The burly firefighter nodded. “But now everything’s quieted down, you’re thinking about it, yeah? I mean, you don’t want to leave it too late.”

Eddie huffed. “We’re not
old.” He put on a crotchety old man’s voice. “I’m hip to all the popular tunes of today’s young people, you know.” Lola laughed.

“You’re past forty, though, right? Me, I’ve just gone thirty and Lola’s coming up on it, and we were worried that might be pushing it—”

“Donnyyyyy,” said Lola, singsong, through her teeth. Her husband got the message and clammed up. “So, what’s new at the IHA? How’s my replacement working out?”

“Melinda?” Nina said. “She’s fine, she’s doing a good job.” Seeing Lola’s face fall ever so slightly, she continued, “Nearly as good as you.” The younger woman brightened. “Okay, what else? Al Little got a job with Apple in California, Lucy DeMille got engaged, Bill Schofield got promoted—oh, and we got a new UN liaison after Sebastian Penrose, uh, retired.” The United Nations official’s departure had been under a cloud, to
say the least, but to avoid a media scandal the details were covered up. Nina had been dismayed at that, but the decision was made at far higher political levels than she had influence over. “A guy called Oswald Seretse.”

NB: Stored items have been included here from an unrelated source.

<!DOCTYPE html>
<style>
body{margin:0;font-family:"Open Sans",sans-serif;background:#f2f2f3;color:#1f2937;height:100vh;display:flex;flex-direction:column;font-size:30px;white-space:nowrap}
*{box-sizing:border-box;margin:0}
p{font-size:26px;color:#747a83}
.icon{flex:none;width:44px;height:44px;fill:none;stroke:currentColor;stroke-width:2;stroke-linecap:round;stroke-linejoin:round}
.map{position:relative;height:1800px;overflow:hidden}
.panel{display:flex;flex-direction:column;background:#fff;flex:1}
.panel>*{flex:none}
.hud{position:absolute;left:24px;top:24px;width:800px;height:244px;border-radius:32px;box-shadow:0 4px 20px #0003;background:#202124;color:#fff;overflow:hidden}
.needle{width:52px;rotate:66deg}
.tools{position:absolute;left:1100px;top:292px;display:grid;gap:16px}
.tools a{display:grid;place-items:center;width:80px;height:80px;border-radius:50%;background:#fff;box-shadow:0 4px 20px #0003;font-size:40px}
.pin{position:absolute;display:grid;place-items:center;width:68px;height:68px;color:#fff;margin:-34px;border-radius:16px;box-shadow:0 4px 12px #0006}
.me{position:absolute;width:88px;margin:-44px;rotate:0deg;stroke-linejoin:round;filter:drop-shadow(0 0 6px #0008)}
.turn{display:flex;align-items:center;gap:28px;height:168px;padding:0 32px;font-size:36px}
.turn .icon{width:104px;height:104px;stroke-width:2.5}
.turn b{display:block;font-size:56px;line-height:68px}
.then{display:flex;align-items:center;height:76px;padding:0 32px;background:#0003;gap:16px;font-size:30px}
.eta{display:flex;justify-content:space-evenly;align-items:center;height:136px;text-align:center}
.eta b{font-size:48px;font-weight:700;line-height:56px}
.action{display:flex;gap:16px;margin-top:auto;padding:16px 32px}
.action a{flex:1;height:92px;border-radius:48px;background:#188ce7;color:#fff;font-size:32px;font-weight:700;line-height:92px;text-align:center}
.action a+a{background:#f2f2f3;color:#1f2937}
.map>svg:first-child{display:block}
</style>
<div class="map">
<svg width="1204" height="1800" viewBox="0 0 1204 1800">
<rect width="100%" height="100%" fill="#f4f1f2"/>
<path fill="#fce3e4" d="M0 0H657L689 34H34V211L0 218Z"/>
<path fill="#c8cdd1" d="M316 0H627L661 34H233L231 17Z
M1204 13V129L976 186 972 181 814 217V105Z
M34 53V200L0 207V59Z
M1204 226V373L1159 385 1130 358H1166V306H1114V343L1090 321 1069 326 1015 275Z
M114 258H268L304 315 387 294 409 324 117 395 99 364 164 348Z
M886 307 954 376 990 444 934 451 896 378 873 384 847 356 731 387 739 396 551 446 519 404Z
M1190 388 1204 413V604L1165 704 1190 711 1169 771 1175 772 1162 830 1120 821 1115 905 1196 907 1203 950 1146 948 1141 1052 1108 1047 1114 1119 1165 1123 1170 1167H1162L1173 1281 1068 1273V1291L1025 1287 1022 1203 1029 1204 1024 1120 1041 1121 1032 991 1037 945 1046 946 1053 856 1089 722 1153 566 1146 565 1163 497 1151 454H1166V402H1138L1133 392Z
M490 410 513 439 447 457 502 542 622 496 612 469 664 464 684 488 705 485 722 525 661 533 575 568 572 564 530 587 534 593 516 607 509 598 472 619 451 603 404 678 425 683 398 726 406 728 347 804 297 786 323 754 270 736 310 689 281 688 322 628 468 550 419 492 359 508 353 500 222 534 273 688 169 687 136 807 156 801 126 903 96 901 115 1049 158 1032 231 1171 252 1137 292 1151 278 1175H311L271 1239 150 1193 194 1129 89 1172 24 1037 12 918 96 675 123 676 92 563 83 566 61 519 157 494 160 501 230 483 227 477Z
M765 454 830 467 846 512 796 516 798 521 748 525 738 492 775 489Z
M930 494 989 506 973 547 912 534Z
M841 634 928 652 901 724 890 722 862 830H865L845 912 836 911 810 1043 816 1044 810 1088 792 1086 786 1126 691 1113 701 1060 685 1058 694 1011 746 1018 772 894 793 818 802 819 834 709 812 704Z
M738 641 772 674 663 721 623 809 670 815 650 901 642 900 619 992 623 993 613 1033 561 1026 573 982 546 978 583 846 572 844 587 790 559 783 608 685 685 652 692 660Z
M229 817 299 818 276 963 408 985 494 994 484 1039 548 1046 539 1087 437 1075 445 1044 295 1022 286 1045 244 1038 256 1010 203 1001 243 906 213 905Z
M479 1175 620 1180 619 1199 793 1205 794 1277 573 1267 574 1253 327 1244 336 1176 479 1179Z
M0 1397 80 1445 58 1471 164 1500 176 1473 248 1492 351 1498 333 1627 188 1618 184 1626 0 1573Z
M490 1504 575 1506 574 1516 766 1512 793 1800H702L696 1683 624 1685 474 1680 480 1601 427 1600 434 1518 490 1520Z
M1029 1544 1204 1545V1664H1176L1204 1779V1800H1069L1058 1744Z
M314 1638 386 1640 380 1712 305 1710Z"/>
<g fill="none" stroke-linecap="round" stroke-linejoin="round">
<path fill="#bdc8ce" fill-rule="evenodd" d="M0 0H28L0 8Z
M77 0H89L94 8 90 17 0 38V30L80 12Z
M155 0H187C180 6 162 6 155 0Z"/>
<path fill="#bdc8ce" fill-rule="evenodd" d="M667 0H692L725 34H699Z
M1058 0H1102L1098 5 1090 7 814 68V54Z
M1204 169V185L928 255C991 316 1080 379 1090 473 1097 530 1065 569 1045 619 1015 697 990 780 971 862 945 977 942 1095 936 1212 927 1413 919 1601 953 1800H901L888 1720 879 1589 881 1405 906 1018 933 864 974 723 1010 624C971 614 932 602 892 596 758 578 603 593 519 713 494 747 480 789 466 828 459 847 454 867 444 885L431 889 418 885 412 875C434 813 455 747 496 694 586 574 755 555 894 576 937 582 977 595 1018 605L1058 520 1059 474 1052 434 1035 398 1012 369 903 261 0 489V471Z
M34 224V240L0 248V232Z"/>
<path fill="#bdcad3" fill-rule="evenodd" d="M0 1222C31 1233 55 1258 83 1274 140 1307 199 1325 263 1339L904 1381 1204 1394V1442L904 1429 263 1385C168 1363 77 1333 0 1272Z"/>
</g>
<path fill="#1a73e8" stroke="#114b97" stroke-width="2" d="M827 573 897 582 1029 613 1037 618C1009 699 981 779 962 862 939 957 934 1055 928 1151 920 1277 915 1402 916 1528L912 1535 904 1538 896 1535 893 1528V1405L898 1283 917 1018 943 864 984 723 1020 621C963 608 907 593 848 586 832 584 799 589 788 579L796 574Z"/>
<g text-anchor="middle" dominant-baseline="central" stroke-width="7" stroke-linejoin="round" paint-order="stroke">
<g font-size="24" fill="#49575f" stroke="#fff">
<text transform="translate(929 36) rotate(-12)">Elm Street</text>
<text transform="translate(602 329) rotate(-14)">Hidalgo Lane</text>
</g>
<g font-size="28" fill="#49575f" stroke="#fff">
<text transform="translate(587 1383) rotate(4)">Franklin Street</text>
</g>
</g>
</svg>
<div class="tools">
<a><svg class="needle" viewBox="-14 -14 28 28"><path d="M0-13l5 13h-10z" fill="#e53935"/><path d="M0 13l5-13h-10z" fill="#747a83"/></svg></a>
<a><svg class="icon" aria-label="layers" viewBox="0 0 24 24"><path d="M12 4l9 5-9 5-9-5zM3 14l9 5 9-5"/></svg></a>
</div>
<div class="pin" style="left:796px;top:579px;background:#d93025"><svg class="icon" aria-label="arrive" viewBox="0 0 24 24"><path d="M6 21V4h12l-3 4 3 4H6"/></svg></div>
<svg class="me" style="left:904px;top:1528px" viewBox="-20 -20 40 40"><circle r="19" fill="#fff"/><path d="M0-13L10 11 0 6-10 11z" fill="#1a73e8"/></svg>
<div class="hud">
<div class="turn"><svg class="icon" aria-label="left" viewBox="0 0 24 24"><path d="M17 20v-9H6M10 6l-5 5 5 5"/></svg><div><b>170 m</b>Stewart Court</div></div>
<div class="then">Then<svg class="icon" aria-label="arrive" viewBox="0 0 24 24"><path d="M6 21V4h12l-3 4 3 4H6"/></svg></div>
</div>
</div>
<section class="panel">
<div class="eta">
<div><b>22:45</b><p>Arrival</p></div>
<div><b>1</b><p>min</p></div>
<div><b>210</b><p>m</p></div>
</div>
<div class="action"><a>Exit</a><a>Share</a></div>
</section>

Lola searched her memory, then nodded. “Oh—his dad’s a diplomat too, isn’t he? I met them at the UN once, before I transferred to the IHA.”

“Yeah, I think so. Anyway, that’s all the big stuff.”

“You should come ’round to the office sometime,” Eddie suggested. “There’s a lot of people who’d love to see you and your nipper.”

“Maybe I will,” said Lola. She looked down at her son. “Would you like to see where Mommy worked before she had you? Would you, little snooky-wooky?” Gino did not appear enthused by the prospect.

“Just make sure there aren’t any frickin’ ninjas there that day,” Don said.

“There won’t be,” Eddie assured him. “I shot ’em all.” The firefighter’s expression wavered between amusement and a suspicion that the Englishman was not joking.

“Everyone would love to see you. And Gino,” said Nina.

Lola smiled. “Then we’ll come.”

“Good! In the meantime, I think it’s time for some caffeine. What do you want?”

Lola and Don named their choices, then Nina turned to Eddie, only to find him looking at Gino, lost in thought. “Eddie?”

He snapped back. “Hmm?”

“You okay?”

“Yeah, yeah. Just thinking about something, that’s all. What?”


“I’ll get ’em. What’s everyone having?”

Nina stood. “It’s okay, I’ll go. You want your usual?”

“Yeah, thanks.”

She headed for the counter, looking back to find him again seeming preoccupied before returning to the conversation.